昨日、日銀が臨時の金融政策委員会を招集、追加の金融緩和を実施した。また、それに続けて政府も追加経済対策の基本方針を発表している。

その一方、為替市場に目を転じると円高は止まっていない。というより、対策発表後にむしろ円高が進行した格好だ。いったい何故なのだろうか。理由を色々と考えたが、遅れ馳せながらようやく判った気がする。

答えは簡単。「日本政府(日銀含む)に円高を本気で止める意思がない」からだ。

< 見えない本気の円高阻止姿勢 >

確かに新聞を中心とした事前の報道でかなりの部分が織り込まれ、発表された内容に新味がなかった。また、政府にしても日銀にしても財源などの問題から打つ手が限られていたことも事実だろう。
それらが失望を誘った面は否めない。

しかしながら、本気で円高を懸念し止める意思があれば、たとえ打つ手がなくてもその姿勢はマーケットに必ず伝わるもの。そして当局の真摯な姿勢は、積極的な円買いに動いていた投機筋などを怯ませる。これが本格的なトレンドの反転になるかどうかは別にしても、さらなる円高を抑制する一因にはなる。

ところが、今回は白川総裁の会見などを見ていると当局の姿勢に怖さがまったくない。これでは、ヘッジファンドなどがポジションを閉じる気になるはずがない。

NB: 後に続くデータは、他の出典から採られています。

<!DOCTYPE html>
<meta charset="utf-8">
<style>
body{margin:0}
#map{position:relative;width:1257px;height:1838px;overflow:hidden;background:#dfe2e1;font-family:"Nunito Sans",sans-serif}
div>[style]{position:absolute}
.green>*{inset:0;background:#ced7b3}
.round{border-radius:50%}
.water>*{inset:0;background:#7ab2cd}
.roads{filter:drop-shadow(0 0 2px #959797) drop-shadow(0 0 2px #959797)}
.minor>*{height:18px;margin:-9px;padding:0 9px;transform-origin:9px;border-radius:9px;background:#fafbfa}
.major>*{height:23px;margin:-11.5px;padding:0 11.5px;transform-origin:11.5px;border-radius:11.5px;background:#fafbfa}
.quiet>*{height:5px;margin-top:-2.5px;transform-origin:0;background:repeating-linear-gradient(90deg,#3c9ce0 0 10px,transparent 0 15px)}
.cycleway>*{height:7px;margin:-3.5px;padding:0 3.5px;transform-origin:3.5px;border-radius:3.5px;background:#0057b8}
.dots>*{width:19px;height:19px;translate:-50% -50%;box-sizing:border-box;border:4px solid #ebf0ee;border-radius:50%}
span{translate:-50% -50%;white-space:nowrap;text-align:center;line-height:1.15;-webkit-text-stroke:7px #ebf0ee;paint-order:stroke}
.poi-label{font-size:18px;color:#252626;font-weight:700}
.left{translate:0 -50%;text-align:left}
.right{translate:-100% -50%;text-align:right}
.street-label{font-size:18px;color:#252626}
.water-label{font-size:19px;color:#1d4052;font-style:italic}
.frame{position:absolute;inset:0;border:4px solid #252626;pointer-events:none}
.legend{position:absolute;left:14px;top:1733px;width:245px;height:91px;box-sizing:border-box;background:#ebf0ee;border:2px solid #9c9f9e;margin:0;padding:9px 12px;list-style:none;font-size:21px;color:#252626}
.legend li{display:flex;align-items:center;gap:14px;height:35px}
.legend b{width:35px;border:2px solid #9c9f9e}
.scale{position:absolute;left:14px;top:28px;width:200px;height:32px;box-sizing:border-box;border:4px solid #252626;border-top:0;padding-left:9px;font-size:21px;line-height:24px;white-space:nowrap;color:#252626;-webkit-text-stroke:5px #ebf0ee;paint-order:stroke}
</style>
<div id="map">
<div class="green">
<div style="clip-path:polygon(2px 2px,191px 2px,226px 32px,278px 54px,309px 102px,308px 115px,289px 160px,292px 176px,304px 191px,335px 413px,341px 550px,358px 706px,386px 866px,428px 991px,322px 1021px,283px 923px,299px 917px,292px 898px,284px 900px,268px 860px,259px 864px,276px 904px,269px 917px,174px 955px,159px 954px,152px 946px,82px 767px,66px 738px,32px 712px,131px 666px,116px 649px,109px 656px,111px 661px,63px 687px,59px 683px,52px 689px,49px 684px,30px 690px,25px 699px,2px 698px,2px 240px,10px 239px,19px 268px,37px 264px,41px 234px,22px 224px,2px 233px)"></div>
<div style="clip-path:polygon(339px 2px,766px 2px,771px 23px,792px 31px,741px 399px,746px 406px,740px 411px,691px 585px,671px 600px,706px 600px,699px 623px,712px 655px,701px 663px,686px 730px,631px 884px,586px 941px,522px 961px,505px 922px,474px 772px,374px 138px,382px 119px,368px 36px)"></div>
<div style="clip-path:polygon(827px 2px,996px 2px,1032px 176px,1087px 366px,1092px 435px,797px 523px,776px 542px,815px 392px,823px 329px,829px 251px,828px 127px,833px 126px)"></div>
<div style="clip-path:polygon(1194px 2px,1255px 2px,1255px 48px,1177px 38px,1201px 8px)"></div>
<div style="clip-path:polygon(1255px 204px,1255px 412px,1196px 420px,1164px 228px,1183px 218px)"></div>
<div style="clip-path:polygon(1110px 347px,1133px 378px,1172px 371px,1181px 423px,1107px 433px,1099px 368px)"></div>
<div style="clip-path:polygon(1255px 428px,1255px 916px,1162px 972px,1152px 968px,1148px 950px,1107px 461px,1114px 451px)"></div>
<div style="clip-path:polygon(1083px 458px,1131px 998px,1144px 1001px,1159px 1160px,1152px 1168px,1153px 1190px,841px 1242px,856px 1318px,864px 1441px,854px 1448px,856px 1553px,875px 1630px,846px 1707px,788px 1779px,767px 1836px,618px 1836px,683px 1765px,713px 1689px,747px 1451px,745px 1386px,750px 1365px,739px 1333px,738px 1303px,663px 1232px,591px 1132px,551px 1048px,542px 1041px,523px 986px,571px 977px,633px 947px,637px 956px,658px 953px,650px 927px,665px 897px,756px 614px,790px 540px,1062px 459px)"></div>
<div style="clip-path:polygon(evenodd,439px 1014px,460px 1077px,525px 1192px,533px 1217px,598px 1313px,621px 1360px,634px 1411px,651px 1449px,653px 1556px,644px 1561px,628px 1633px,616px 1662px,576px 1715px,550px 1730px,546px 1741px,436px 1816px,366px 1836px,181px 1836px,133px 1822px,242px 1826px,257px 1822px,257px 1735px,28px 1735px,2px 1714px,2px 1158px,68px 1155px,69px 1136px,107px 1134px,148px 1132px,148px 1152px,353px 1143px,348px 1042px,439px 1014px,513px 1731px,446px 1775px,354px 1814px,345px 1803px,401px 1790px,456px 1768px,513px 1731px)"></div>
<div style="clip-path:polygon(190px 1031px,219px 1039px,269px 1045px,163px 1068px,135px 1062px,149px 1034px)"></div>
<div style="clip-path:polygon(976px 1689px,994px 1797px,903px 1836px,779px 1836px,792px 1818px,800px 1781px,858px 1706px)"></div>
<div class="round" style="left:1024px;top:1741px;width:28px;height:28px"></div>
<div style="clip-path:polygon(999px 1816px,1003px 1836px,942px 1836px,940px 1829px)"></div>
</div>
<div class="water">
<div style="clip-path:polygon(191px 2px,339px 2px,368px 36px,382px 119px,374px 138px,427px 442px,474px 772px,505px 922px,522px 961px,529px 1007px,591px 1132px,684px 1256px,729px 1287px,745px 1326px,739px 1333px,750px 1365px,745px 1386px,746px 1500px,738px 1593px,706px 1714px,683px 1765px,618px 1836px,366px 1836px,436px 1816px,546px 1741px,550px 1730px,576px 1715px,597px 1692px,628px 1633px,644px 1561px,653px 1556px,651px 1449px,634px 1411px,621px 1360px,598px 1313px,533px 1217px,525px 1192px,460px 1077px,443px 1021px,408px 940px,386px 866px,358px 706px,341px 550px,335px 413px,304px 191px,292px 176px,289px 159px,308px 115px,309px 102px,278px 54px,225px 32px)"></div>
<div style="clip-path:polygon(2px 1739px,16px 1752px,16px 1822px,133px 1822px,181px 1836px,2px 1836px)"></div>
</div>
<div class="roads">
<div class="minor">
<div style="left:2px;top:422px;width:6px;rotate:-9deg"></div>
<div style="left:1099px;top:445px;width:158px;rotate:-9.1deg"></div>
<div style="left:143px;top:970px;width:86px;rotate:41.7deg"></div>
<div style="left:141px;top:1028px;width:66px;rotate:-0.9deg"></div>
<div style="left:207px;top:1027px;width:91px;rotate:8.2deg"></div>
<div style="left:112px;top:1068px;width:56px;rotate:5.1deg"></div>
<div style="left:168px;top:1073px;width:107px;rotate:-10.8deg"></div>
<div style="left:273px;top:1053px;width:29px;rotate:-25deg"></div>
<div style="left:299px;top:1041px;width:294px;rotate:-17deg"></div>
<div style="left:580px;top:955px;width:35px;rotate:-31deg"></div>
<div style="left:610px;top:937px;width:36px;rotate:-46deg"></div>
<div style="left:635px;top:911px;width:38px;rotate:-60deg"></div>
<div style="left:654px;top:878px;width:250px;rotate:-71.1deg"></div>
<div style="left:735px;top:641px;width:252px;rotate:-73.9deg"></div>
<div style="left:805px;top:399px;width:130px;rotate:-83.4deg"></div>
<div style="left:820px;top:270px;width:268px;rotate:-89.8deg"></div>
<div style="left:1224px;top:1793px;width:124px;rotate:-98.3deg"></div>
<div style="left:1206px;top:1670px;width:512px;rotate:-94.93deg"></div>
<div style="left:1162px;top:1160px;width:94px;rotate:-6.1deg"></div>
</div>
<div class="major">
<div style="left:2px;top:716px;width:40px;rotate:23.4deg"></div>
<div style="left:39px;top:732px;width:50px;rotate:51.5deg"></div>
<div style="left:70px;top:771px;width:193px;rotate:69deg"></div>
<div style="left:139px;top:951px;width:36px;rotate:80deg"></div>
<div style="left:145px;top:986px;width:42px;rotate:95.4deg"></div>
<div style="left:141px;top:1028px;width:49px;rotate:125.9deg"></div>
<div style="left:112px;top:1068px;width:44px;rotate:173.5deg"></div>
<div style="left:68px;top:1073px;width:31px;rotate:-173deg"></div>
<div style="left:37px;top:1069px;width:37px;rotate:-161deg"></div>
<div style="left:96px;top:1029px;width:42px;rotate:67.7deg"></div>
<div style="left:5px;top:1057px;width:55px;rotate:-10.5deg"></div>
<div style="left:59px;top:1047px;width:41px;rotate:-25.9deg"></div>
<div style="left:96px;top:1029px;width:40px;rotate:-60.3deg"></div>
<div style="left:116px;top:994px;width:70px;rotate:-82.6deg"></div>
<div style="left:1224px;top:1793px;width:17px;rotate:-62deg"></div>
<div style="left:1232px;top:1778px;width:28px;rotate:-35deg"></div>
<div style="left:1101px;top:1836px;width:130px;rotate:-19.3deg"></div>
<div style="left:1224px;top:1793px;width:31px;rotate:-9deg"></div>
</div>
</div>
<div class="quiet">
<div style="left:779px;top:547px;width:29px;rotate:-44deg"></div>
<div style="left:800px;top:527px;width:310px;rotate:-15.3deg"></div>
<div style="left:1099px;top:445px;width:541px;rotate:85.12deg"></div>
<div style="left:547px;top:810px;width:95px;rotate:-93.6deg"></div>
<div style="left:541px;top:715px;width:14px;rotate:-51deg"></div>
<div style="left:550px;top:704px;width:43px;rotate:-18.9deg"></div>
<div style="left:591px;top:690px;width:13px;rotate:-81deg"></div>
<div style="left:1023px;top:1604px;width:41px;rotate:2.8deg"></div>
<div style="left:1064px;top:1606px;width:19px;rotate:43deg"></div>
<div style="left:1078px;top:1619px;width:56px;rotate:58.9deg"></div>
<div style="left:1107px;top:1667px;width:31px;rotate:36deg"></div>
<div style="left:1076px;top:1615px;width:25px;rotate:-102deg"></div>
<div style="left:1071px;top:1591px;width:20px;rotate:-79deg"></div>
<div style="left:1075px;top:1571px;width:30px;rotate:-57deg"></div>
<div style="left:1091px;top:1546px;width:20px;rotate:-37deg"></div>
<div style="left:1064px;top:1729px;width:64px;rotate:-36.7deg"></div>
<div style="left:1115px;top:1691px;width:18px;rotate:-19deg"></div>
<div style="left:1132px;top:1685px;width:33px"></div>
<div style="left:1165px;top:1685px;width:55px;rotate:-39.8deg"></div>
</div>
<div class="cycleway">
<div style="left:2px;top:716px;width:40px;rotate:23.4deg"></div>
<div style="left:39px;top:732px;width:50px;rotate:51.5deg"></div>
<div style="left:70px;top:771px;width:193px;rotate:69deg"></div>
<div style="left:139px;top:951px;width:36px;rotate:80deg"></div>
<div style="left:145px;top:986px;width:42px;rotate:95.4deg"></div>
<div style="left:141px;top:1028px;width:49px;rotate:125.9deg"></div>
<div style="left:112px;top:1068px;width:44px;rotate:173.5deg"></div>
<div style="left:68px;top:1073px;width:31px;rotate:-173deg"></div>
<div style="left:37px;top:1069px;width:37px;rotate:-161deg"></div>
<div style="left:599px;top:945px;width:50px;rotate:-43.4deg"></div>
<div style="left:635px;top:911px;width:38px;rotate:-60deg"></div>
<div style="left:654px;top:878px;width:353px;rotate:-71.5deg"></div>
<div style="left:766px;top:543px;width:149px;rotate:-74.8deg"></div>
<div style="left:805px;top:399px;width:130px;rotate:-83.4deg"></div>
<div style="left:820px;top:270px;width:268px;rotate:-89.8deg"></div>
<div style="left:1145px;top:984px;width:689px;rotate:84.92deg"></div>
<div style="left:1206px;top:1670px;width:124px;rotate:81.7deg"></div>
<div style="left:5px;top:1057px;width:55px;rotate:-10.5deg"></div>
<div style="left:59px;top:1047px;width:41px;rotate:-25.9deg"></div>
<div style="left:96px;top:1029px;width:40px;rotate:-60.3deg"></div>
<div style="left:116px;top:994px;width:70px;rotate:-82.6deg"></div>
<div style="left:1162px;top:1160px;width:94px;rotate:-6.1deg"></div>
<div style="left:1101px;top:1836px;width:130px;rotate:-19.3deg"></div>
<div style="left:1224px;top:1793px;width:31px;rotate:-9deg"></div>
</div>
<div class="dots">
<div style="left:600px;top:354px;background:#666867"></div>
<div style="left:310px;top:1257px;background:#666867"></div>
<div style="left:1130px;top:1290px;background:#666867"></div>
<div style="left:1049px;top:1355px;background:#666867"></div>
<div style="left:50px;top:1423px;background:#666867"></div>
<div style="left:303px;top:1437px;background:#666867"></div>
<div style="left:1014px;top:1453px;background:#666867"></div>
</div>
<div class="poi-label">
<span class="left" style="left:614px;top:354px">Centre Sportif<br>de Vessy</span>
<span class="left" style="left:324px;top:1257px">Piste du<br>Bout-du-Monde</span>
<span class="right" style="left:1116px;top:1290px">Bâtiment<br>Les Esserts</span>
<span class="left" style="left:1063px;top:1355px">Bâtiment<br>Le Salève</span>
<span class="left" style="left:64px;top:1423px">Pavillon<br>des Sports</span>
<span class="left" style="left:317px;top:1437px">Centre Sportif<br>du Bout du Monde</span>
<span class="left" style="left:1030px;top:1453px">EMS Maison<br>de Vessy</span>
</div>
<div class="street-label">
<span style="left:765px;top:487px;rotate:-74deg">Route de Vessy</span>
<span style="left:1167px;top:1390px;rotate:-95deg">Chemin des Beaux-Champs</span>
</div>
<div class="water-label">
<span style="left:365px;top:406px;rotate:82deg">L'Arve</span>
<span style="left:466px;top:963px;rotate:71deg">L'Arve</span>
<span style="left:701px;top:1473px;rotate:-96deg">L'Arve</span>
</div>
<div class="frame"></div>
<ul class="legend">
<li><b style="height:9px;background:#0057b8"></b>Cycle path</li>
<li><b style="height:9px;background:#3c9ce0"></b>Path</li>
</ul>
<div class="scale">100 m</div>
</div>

想像すると、政府や日銀は足もとの円高について「日本の要因で起こっていることではない」「日本単独では止められるわけがない」---などと考えて取り組んでいる気がする。

ともかく一番やっていけないことは、場当たり的な対応で、それはときとして悪い流れを加速させる。今回の対応について、それに近い匂いを感じるのは筆者だけだろうか。(了)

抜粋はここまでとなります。